The preface to each feast day includes a brief description of the historical roots behind the celebration in a language befitting the occasion.  For example, for the feast of St. Joseph of Cupertino, the Missal states:

St. Joseph, a humble Franciscan Friar of Cupertino in Italy, who could acquire but little of book knowledge and needed divine help to qualify for the priesthood, was favoured by his crucified God with a marvellous grace of contemplation, and with the remarkable power of miracles.  He dies at Orsino A.D. 1663.

The brief descriptions — which encapsulate the heart of a feast or saint’s life in a mere three sentences — gives the modern reader context to the original beauty of liturgical feasts and seasons that have since become obscured in American Catholic culture.  The origins and reasons for the liturgical seasons are explained more clearly in the 1962 Missal than they are in any other Catholic publication in widespread use.

It would be a tragic mistake to assume that the 1962 Missal is only useful with respect to the Mass in Extraordinary Form.  The first 150 pages of the Missal are a practical field-Catechism for the Catholic Gentleman in that they give him the basic knowledge and tenants of the Catholic Faith and the tools required to ease his path toward heaven.  Included in this practical Catechism are the most elementary basics that every Catholic surely knows — such as the Ten Commandments and Angelical Salutation (“Hail Mary”) — as well as other important concepts that most have forgotten or were never instructed in — such as the Six Precepts of the Church, the Angelus, and the Regina Caeli.  The 1962 Missal also includes Devotions for Confession, Devotions for Communion, Vespers, and Compline, all of which help the Catholic Gentleman actively participate in the sacramental life of the Church and draw him closer to Christ.

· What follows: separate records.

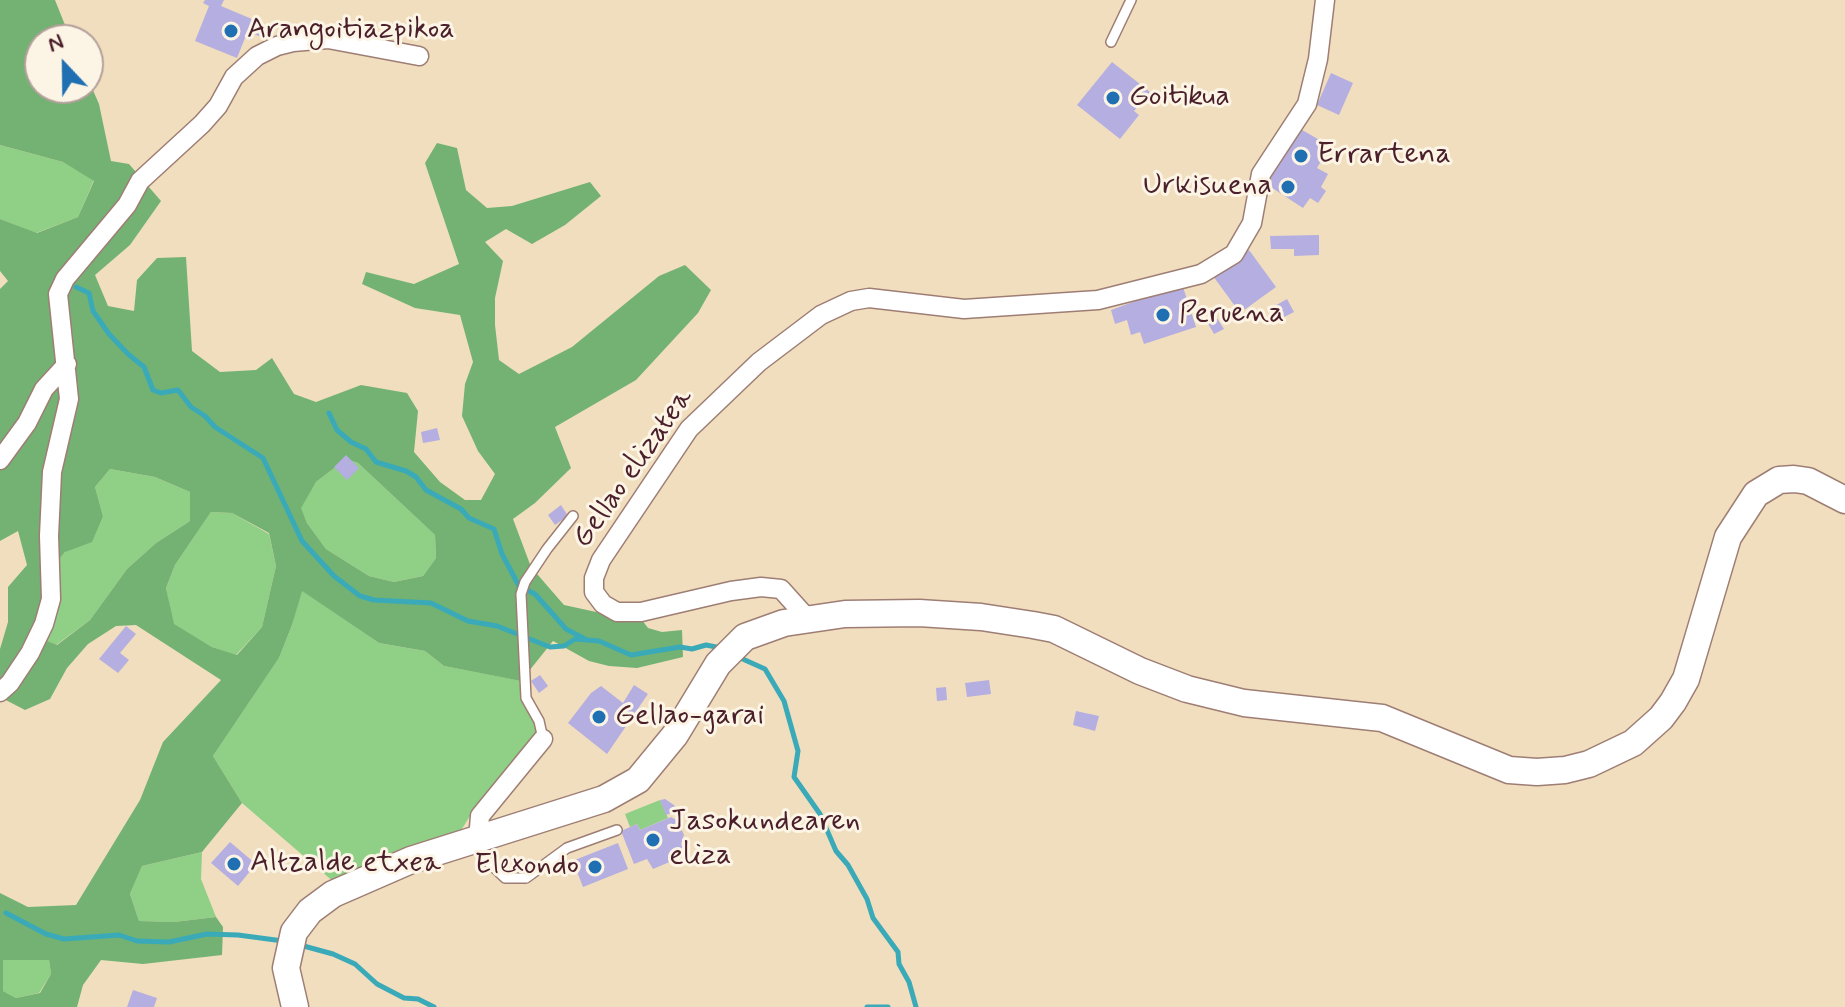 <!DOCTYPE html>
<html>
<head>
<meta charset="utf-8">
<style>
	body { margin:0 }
	#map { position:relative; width:1845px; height:1007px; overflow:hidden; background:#f1debe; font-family:Mynerve,sans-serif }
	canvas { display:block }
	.north { position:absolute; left:24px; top:24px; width:80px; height:80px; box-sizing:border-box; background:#fcf5e5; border:2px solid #b59f9b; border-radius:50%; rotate:338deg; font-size:22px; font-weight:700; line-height:32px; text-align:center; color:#4a1f2b }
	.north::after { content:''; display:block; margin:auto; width:28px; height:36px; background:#1f6fb2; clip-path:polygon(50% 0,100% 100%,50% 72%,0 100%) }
</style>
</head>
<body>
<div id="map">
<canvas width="1845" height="1007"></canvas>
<div class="north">N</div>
</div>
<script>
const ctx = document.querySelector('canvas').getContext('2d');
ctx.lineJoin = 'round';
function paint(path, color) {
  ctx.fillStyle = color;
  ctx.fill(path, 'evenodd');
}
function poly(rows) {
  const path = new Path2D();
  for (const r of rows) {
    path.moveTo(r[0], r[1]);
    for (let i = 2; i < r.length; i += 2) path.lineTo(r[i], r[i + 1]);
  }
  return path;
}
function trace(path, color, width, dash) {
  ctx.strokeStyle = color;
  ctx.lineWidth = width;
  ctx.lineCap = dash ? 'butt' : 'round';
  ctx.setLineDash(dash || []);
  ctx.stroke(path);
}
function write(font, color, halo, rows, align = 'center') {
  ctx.font = font + ' Mynerve,sans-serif';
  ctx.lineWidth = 6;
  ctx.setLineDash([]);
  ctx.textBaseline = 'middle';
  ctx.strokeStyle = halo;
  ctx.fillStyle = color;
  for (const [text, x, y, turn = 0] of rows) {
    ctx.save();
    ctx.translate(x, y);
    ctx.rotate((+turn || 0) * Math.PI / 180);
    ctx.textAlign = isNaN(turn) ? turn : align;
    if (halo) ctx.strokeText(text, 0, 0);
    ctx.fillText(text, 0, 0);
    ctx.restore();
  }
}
paint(poly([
	[0,145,63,162,94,180,78,217,36,233,0,219],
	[346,459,358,463,435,535,436,558,423,576,394,582,369,576,326,549,307,523,300,507,316,482],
	[110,469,155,477,190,492,190,521,156,543,127,569,90,620,56,645,41,639,53,567,65,552,103,516,95,487],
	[211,512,232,513,269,534,276,566,262,627,236,655,212,647,173,624,166,588,175,565],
	[301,590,379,643,425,651,444,666,522,681,543,728,477,805,458,835,335,883,242,803,213,756,279,658,292,625],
	[660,800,668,818,640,830,637,824,630,827,625,814],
	[202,852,201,879,216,917,174,922,139,921,130,894,142,866],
	[3,960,49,960,51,974,39,993,16,998,3,991]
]), '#8fcf86');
paint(poly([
	[0,0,55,0,71,40,40,40,40,88,88,88,88,79,99,104,111,161,129,164,161,201,130,245,95,275,108,306,134,311,137,280,157,258,186,257,192,351,220,372,256,370,272,358,294,394,316,402,361,385,407,393,418,411,414,452,440,482,465,500,481,500,495,474,478,451,462,416,465,384,473,362,460,315,415,308,362,284,366,272,414,284,459,264,425,163,437,143,457,148,466,190,487,208,512,206,590,182,601,196,565,225,532,244,506,229,485,242,503,261,495,298,495,325,499,360,519,374,572,347,659,276,685,265,711,290,698,313,636,380,555,427,571,468,535,503,513,519,531,567,564,605,610,615,639,616,648,628,662,632,682,630,683,657,637,668,609,666,589,661,553,641,521,681,444,666,425,651,379,643,302,591,292,625,279,658,213,756,242,803,202,852,142,866,130,894,139,921,174,922,216,917,223,927,222,955,143,964,101,960,83,985,77,1007,0,1007,0,893,28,907,76,905,140,800,163,742,221,680,136,625,116,626,88,644,67,668,50,699,25,710,0,697,0,649,8,622,8,587,27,565,18,531,0,541,0,289,8,281,0,271,0,219,37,233,78,217,94,181,63,162,0,145],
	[346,459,358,463,435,535,436,558,423,576,394,582,369,576,326,549,307,523,301,508,316,482],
	[110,469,155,477,190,492,190,521,156,543,127,569,90,620,57,645,42,639,53,567,65,552,92,542,103,516,95,487],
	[211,512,232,513,269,533,276,566,262,627,237,655,212,647,174,624,166,588,175,565],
	[3,960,49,960,51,974,40,993,16,998,3,991]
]), '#73b273');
trace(poly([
	[76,287,89,293,93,311,109,334,128,354,144,367,153,390,161,393,178,390,191,407,205,416,215,427,263,458,302,541,334,576,360,596,374,600,431,603,468,621,497,626,550,647,564,646,575,639,599,641,631,655,680,647,692,649,706,645,721,648],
	[329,413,337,430,351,442,366,449,376,462,406,471,416,477,426,490,461,509,469,518,494,529,502,554,519,586,535,594,566,629,585,639],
	[736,656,765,669,784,701,798,751,794,777,820,814,836,851,848,865,867,899,873,918,898,952,899,964,909,982,916,1007],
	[6,913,46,934,64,939,119,935,137,941,169,942,207,934,238,935,283,941],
	[300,945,333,954,355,964,377,984,404,998,418,999,434,1007],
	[867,1007,888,1007]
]), '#3aaab8', 5);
paint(poly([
	[205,0,224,0,221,6,259,22,258,25,264,28,261,37,254,34,251,40,245,38,237,58,195,41,209,6,203,3],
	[1112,62,1150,92,1134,111,1139,115,1120,139,1077,105],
	[1331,73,1353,83,1339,115,1317,105],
	[1297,127,1330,146,1317,168,1328,174,1321,187,1326,191,1318,203,1310,198,1303,208,1263,182],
	[1319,235,1319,255,1294,256,1294,249,1271,249,1270,236],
	[1249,250,1276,287,1240,313,1213,276],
	[1182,284,1196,327,1144,344,1140,332,1131,335,1127,320,1115,324,1111,310],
	[1287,299,1294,312,1280,319,1273,307],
	[1215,315,1224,329,1214,334,1206,320],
	[437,428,440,440,423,443,421,432],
	[346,455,359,468,347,480,334,467],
	[561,505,568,516,555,525,548,515],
	[126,626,136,634,120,653,129,660,118,673,99,659],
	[540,675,548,686,539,693,531,681],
	[989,680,991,694,967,697,965,683],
	[634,685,648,694,607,754,568,723,591,693,601,686,623,703],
	[946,687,947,700,937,701,936,688],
	[1076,711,1099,716,1095,731,1073,725],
	[665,799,674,805,677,811,666,815,660,800],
	[671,817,678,821,684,835,681,844,686,855,653,869,647,859,634,864,621,831,637,824,640,830],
	[230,842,256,864,238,886,211,863],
	[618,843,628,869,583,887,576,869,565,873,562,865],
	[133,990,157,998,154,1007,127,1007]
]), '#b5aee0');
const lane = poly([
	[1111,42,1131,0],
	[543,739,539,721,526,698,521,594,525,582,547,549,573,516],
	[479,842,484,858,505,878,526,878,567,848,617,830]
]);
const street = poly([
	[0,460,27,423,44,389,67,364],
	[808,619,781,589,761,587,731,591,641,612,617,612,603,604,594,592,594,578,601,560,689,429,759,362,821,315,851,301,869,298,964,309,1098,300,1201,274,1234,254,1252,223,1261,174,1307,104,1318,59,1325,0],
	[0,692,10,683,30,653,44,624,51,599,49,536,52,472,69,399,58,294,65,279,127,205,140,181,202,124,218,106,234,77,257,56,277,46,293,42,328,39,419,56],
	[478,839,480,816,543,739]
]);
const secondary = poly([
	[295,1007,286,968,294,932,310,911,333,894,411,860,604,799,638,780,675,735,718,664,745,637,784,623,845,614,919,613,981,617,1033,625,1054,629,1140,671,1187,689,1244,703,1382,718,1509,770,1537,772,1565,770,1589,764,1633,743,1661,718,1673,702,1686,679,1728,537,1756,494,1779,480,1794,479,1808,481,1845,500]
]);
trace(lane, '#9e7e74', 12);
trace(street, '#9e7e74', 21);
trace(secondary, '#9e7e74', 29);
trace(lane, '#fff', 9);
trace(street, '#fff', 18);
trace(secondary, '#fff', 26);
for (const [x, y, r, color] of [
	[231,31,8,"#1f6fb2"],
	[1113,98,8,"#1f6fb2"],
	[1301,156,8,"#1f6fb2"],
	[1288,187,8,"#1f6fb2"],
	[1163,315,8,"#1f6fb2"],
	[599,717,8,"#1f6fb2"],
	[653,840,8,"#1f6fb2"],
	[234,864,8,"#1f6fb2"],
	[595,867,8,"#1f6fb2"]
]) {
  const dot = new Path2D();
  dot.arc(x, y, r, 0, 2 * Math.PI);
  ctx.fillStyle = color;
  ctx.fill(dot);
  trace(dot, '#fcf5e5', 3);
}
write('30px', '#4a1f2b', '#fcf5e5', [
	["Arangoitiazpikoa",247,31],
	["Goitikua",1129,98],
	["Errartena",1317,156],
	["Urkisuena",1272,187,"right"],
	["Peruena",1179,315],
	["Gellao-garai",615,717],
	["Jasokundearen",669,823],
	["eliza",669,857],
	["Altzalde etxea",250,864],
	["Elexondo",579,867,"right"]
], 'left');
write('30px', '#4a1f2b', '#fcf5e5', [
	["Gellao elizatea",634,469,-55]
]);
</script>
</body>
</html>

We here at Whiskey Catholic give our highest recommendation to the Baronius Press 1962 Roman Missal. We quote exclusively from Baronius texts for the purposes of this blog, using either the 1962 Roman Missal or the Douay-Rheims as the situation dictates.  Every Catholic Gentleman, especially those  embarking on an exploration of Summorum Pontificum, is urged to purchase one.